Article Courtesy of The Miami
Herald
By LAURA FIGUEROA
Published May 2, 2008
TALLAHASSEE -- Traveling throughout the state, Rep.
Julio Robaina, a Miami Republican, has heard his fair share of ''horror
stories'' about unruly condominium associations -- from limits on access
to financial records to board members' helping themselves to funds.
Days ago, he read about a Pompano Beach man shot to
death by a SWAT team after the man held employees of his condo association
hostage at gunpoint for an hour.
''Sorry Ma. Could not handle these condo people,''
Patrick Dellisanti wrote in a suicide note to his mother. Police say
Dellisanti owed more than $3,000 in back assessments and dues on his
condo. He called the workers ''scum,'' and wrote that they "should
not be working at my condo.''
Robaina, who headed a state task force culling the
state for solutions to condo association woes, hopes a new 96-page set of
regulations that monitors condo associations will avoid or alleviate such
problems before they become crises. The measure was signed into law
Thursday afternoon by Gov. Charlie Crist.
''With no one really looking over these boards, the
temptation has driven many people to fraud the associations,'' Robaina
said.
The bill:
• Requires any
condo association director charged with felony theft or embezzlement to be
removed from office until the charges are cleared.
• Requires condo
associations to give 30 days notice before filing a lien against a unit
owner.
• Allows unit
owners to place an item on a board meeting agenda through a petition of 20
percent of owners.
• Requires that
meeting minutes and any other official records must be made available
within 45 miles of the condominium property.
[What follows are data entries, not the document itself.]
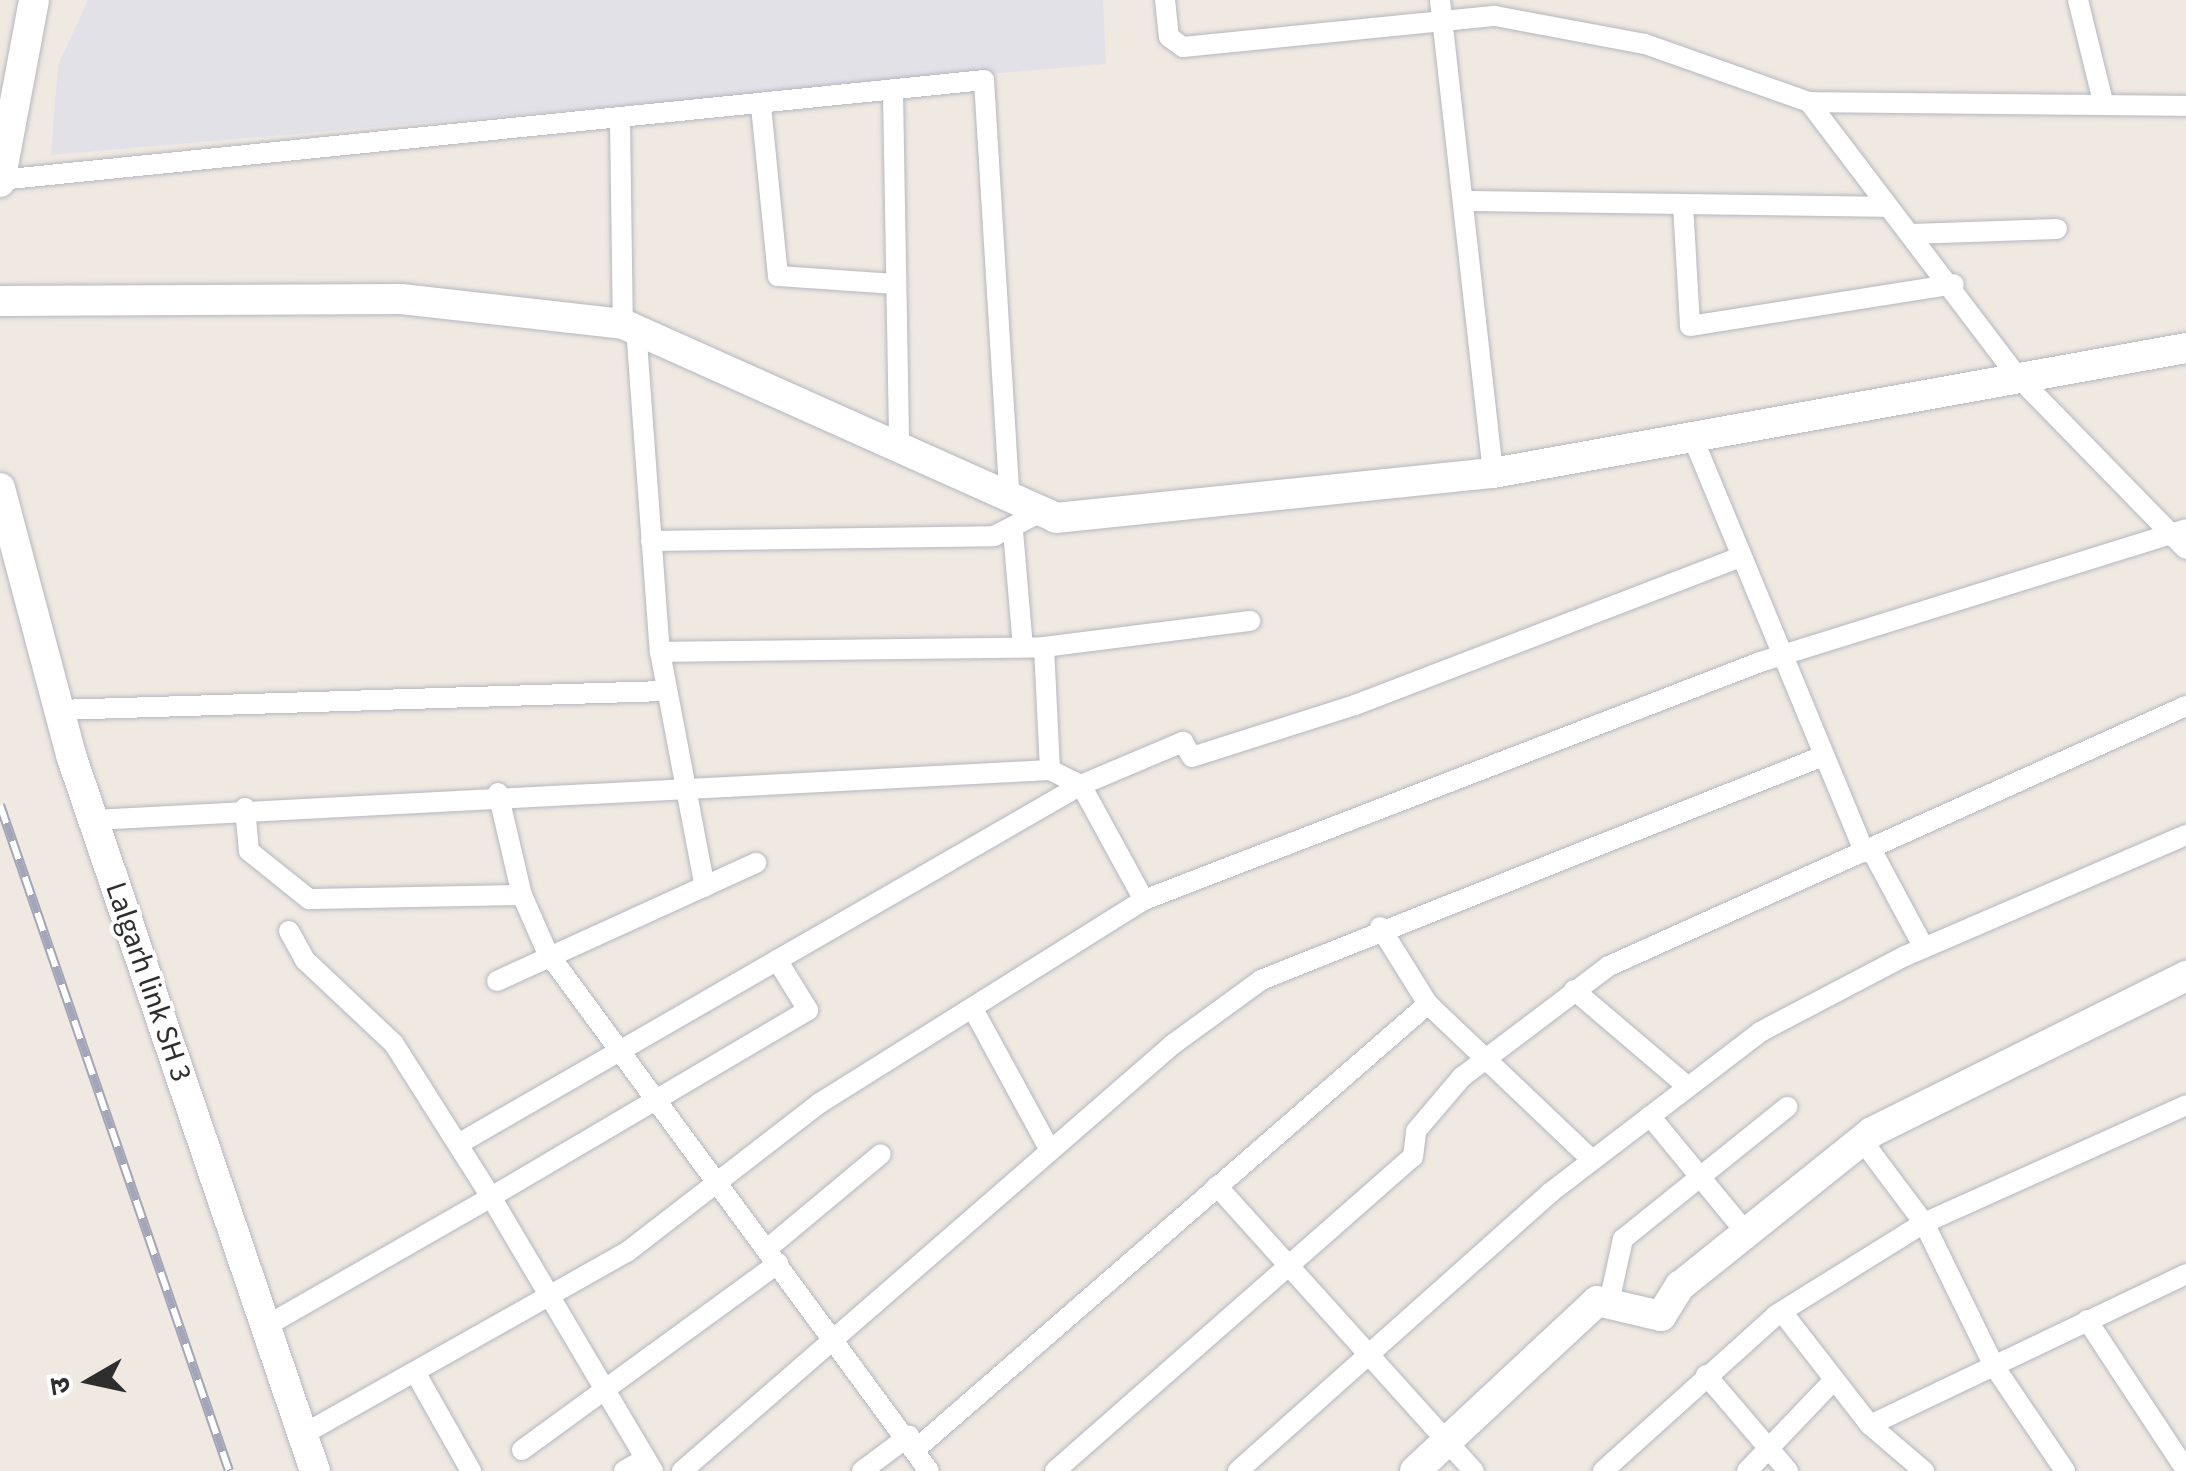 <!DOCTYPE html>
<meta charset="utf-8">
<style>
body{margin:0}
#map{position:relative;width:2186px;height:1471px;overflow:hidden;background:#efe9e1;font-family:"Source Sans 3","Noto Sans Devanagari",sans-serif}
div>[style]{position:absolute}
.industrial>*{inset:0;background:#e3e1e8}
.roads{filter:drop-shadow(0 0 2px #b4b7c1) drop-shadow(0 0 2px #b4b7c1)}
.street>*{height:20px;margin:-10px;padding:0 10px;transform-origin:10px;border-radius:10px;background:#fff}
.secondary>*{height:30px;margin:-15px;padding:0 15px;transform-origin:15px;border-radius:15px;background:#fff}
.rail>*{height:10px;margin-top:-5px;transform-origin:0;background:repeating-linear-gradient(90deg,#fff 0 19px,#a3a6b8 0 38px);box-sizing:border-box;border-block:2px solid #a3a6b8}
span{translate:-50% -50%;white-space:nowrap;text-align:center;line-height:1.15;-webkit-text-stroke:8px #fff;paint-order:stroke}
.street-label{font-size:30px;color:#2e2e2e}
.north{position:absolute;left:40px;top:1331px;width:100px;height:100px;-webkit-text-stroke:8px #fff;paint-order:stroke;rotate:261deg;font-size:28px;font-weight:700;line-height:40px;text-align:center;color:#2e2e2e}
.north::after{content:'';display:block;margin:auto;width:35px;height:45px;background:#2e2e2e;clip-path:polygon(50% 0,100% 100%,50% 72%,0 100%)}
</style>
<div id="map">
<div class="industrial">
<i style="clip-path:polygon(88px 0,1103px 0,1106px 64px,51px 155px,58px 65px)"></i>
</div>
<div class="roads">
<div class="street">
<i style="left:1165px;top:0;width:37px;rotate:84deg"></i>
<i style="left:1169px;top:37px;width:17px;rotate:36deg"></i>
<i style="left:1183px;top:47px;width:314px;rotate:-5.7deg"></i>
<i style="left:1495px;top:16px;width:153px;rotate:10.6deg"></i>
<i style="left:1645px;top:44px;width:174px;rotate:19.5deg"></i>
<i style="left:1809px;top:102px;width:377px;rotate:0.6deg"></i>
<i style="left:1440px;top:0;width:476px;rotate:83.6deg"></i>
<i style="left:2078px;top:0;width:105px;rotate:76.2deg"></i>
<i style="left:893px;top:92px;width:354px;rotate:89deg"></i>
<i style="left:1809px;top:102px;width:345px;rotate:52.8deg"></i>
<i style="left:2018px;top:377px;width:240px;rotate:45.7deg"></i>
<i style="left:761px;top:106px;width:171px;rotate:84.3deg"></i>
<i style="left:778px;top:276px;width:118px;rotate:3.9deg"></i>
<i style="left:620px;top:120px;width:204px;rotate:89.2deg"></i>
<i style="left:0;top:180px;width:989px;rotate:-5.8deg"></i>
<i style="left:984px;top:80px;width:421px;rotate:86.5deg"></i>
<i style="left:1463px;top:201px;width:424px;rotate:0.8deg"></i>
<i style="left:1683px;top:204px;width:122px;rotate:86.7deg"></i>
<i style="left:1690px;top:326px;width:267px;rotate:-9deg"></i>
<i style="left:1911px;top:234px;width:146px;rotate:-2deg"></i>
<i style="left:636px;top:328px;width:325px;rotate:85.8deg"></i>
<i style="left:660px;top:652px;width:239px;rotate:79.2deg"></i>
<i style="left:1695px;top:443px;width:443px;rotate:67.5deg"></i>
<i style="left:1013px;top:531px;width:116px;rotate:85.1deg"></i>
<i style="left:651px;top:541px;width:343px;rotate:-0.8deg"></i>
<i style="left:994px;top:536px;width:46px;rotate:-27.1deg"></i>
<i style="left:1044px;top:647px;width:123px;rotate:87.2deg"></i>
<i style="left:660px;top:652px;width:384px;rotate:-0.7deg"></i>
<i style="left:1044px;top:647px;width:208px;rotate:-7.2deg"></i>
<i style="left:57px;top:710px;width:609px;rotate:-1.79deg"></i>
<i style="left:498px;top:793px;width:105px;rotate:76.8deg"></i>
<i style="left:522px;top:895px;width:62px;rotate:66.3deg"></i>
<i style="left:547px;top:952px;width:644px;rotate:53.65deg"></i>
<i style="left:245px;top:808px;width:43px;rotate:84.7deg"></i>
<i style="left:249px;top:851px;width:77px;rotate:38.7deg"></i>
<i style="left:309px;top:899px;width:213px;rotate:-1.1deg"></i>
<i style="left:94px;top:820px;width:957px;rotate:-2.99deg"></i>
<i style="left:1050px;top:770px;width:34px;rotate:26deg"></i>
<i style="left:1081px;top:785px;width:131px;rotate:61.3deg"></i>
<i style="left:1871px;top:849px;width:112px;rotate:61.8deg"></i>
<i style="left:1380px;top:927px;width:91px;rotate:58.1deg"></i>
<i style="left:1428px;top:1004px;width:226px;rotate:43.6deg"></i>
<i style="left:289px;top:931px;width:33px;rotate:61deg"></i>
<i style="left:305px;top:960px;width:122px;rotate:43.3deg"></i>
<i style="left:394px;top:1044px;width:181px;rotate:57.6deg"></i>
<i style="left:491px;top:1197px;width:368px;rotate:-30.5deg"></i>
<i style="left:808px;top:1010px;width:59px;rotate:-121.8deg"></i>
<i style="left:497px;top:981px;width:285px;rotate:-24.5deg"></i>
<i style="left:1574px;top:990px;width:150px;rotate:40.4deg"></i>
<i style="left:973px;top:1009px;width:161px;rotate:61.4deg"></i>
<i style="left:1650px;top:1116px;width:154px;rotate:50.5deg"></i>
<i style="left:1861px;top:1139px;width:105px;rotate:53.1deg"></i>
<i style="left:1924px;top:1223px;width:159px;rotate:63.9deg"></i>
<i style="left:1994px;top:1366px;width:127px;rotate:55.9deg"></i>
<i style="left:460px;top:1143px;width:717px;rotate:-29.96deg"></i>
<i style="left:1081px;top:785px;width:111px;rotate:-22.9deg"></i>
<i style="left:1183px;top:742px;width:17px;rotate:59deg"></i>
<i style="left:1192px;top:757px;width:171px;rotate:-17.7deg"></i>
<i style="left:1355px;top:705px;width:413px;rotate:-21deg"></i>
<i style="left:1217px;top:1186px;width:384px;rotate:48deg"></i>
<i style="left:767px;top:1249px;width:148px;rotate:-39.8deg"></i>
<i style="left:1610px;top:1298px;width:60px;rotate:-77.6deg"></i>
<i style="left:1623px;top:1239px;width:211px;rotate:-38.8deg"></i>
<i style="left:1782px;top:1312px;width:143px;rotate:52.1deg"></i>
<i style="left:1870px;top:1425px;width:71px;rotate:40.4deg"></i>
<i style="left:2087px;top:1320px;width:180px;rotate:56.6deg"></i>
<i style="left:266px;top:1326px;width:259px;rotate:-29.8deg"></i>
<i style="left:491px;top:1197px;width:318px;rotate:59.4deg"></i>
<i style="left:415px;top:1372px;width:114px;rotate:60.5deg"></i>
<i style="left:1706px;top:1375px;width:126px;rotate:49.5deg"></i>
<i style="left:1870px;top:1425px;width:350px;rotate:-25.5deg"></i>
<i style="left:302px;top:1435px;width:373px;rotate:-29.4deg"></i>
<i style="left:627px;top:1252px;width:244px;rotate:-37.7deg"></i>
<i style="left:820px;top:1103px;width:382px;rotate:-32.1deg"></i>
<i style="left:1144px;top:900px;width:660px;rotate:-21.12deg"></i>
<i style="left:1760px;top:662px;width:446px;rotate:-17.3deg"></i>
<i style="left:916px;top:1449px;width:678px;rotate:-41deg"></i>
<i style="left:522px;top:1450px;width:317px;rotate:-36.1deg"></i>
<i style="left:624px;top:1471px;width:24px;rotate:-30deg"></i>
<i style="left:682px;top:1471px;width:649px;rotate:-41deg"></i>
<i style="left:1172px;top:1045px;width:110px;rotate:-36.1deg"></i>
<i style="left:1261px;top:980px;width:605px;rotate:-21.73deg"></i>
<i style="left:862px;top:1471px;width:59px;rotate:-36.7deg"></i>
<i style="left:1055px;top:1471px;width:476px;rotate:-41.3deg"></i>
<i style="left:1413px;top:1157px;width:26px;rotate:-83deg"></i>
<i style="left:1416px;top:1131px;width:71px;rotate:-49.6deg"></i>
<i style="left:1462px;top:1077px;width:184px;rotate:-37.1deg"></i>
<i style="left:1609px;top:966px;width:633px;rotate:-24.26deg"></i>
<i style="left:1238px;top:1471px;width:419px;rotate:-41.7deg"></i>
<i style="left:1551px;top:1192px;width:263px;rotate:-37.4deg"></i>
<i style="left:1760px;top:1032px;width:164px;rotate:-27.7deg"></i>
<i style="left:1905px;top:956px;width:306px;rotate:-23.3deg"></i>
<i style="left:1603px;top:1471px;width:233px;rotate:-42deg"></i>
<i style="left:1776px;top:1315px;width:174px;rotate:-31.9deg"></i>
<i style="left:1924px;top:1223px;width:287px;rotate:-24.2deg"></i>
<i style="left:1747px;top:1471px;width:124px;rotate:-46.3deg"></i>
</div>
<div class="secondary">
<i style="left:0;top:182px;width:185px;rotate:-79.4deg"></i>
<i style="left:0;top:301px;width:401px;rotate:-0.3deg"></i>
<i style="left:401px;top:299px;width:223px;rotate:6.4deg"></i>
<i style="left:623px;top:324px;width:474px;rotate:24.1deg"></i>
<i style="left:1056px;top:518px;width:439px;rotate:-5.9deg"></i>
<i style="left:1493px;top:473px;width:704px;rotate:-10.22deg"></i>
<i style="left:0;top:488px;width:276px;rotate:75.1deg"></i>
<i style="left:71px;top:755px;width:756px;rotate:71.18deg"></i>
<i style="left:1415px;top:1471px;width:249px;rotate:-43deg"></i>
<i style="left:1597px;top:1301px;width:66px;rotate:13.2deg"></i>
<i style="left:1661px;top:1316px;width:36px;rotate:-58deg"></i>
<i style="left:1680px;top:1286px;width:246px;rotate:-38.7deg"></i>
<i style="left:1872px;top:1132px;width:351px;rotate:-26.4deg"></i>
</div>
</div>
<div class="rail">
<i style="left:0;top:805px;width:704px;rotate:71.02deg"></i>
</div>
<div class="street-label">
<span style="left:148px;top:982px;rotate:71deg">Lalgarh link SH 3</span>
</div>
<div class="north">उ</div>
</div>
Robaina said he received complaints that records
were stored in facilities several counties away, limiting condo owners'
ability to gain timely access to the records.
The bill gained notoriety after an April 19 showdown
in the House, when Democratic Leader Rep. Dan Gelber of Miami Beach --
angered at the House GOP leadership -- called for each bill to be read in
full.
First bill up for reading? Robaina's 96-page
proposal.
''I hope you all like condo law,'' House Speaker
Marco Rubio of West Miami quipped that day.
It took more than two hours to get through the bill,
which eventually passed. Thursday, Sen. Alex Villalobos, a Miami
Republican who carried the measure in the Senate, joked it only took two
minutes to pass there.
''There should be no one in the House who is not
well versed on this bill,'' Robaina shot back.
The measure is five years in the making for Robaina,
who has unsuccessfully pushed such legislation previously.
''What they've done is given power back to the
people,'' Crist said after signing the bill.